Ainda mais para mim que nunca tinha sentido tal poder antes. Em dado
momento olhei por cima dos ombros da ruiva e deparei com o olhar de
Clara. Vi uma ponta de ciúmes? Ah..agora então eu iria a forra pelo
que ela me fez passar com aquele gótico babaca. Intensifiquei minha
performance..lembrei de todos os filmes de vampiro que tinha visto
até então e, naquela momento, fui o vampiro dos vampiros. Gostei de
ver a pele da garota se arrepiando ao meu toque,sua pulsação se
acelerando..o sangue correndo mais rápido por suas veias, a medida
em que ela ficava entregue às minhas mãos. Por prazer a seduzi, com
prazer minha língua passeou pelo seu pescoço, meus dentes
mordiscaram o lóbulo de sua orelha. Com sadismo eu sussurrei em seu
ouvido o quanto ela era linda..o quanto era desejável e o que eu
gostaria de fazer se não estivessemos em público.
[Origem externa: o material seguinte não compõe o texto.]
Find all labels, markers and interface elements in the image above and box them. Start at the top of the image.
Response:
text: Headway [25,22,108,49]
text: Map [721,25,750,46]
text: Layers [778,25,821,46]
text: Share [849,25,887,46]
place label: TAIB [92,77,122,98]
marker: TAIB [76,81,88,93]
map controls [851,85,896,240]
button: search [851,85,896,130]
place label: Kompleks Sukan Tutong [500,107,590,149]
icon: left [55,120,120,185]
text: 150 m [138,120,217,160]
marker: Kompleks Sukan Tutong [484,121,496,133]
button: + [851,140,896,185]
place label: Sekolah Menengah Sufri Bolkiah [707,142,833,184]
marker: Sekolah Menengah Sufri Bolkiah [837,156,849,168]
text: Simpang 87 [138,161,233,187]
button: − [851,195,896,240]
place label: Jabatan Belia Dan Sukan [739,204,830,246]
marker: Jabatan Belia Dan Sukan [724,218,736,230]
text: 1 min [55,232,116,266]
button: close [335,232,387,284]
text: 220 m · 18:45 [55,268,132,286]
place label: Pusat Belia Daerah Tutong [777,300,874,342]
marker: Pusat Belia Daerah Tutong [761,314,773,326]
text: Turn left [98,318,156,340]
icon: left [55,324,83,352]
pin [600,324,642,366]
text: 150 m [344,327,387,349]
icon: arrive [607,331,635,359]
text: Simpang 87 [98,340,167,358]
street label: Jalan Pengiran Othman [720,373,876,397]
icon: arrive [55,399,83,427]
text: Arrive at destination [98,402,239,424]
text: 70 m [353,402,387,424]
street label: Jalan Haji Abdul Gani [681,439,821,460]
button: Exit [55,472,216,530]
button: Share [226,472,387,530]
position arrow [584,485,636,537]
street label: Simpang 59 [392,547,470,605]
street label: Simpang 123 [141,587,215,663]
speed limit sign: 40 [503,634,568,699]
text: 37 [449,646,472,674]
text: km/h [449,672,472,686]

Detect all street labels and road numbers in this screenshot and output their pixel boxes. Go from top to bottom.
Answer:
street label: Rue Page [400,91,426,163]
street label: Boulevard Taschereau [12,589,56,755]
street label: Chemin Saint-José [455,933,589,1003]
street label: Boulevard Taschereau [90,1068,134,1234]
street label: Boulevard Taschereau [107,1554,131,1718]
Senti o aroma do
seu corpo se intensificando..e então meus dentes apontaram..um véu
vermelho turvou meu raciocínio e, de repente, meus caninos cravaram
naquele pescoço. O cheiro do sangue misturado ao Dolce & Gabbana
que ela usava, me levou às alturas..e eu me lambuzei naquele doce
instante. Senti o néctar descendo pela minha garganta, nunca estive
tão vivo, nunca fui tão poderoso, nunca me senti tão bem. Com
muito custo consegui me lembrar do conselho de Clara – Parar antes
de matar. A ruiva gemia docemente em meus braços e eu não queria
que ela esquecesse do que tinha acontecido. Queria que ela se
lembrasse e de mim ao se deitar em sua cama naquela noite. Não..ela
não iria me esquecer. Eu tinha direito àquele poder e iria
exercê-lo. Sussurrei então em seu ouvido: - Você vai esquecer da
mordida, mas não vai esquecer de mim, irá sonhar comigo todas as
noites e irá me chamar em pensamento. Fiz um leve carinho em seu
rosto e a soltei.
Ela
cambaleou como o rapaz tinha feito anteriormente com a Clara. Parecia
bêbada, mas não inconsciente. Por um minuto olhou para mim e
sorriu, eu dei uma piscada e sorri de volta. Ela então subiu as
escadas e tive a certeza de que, na cabecinha oca da ruivinha, minha
presença se tornaria uma constante.
Vitorioso
e alimentado, me dirigi até o lugar onde Clara estava me esperando.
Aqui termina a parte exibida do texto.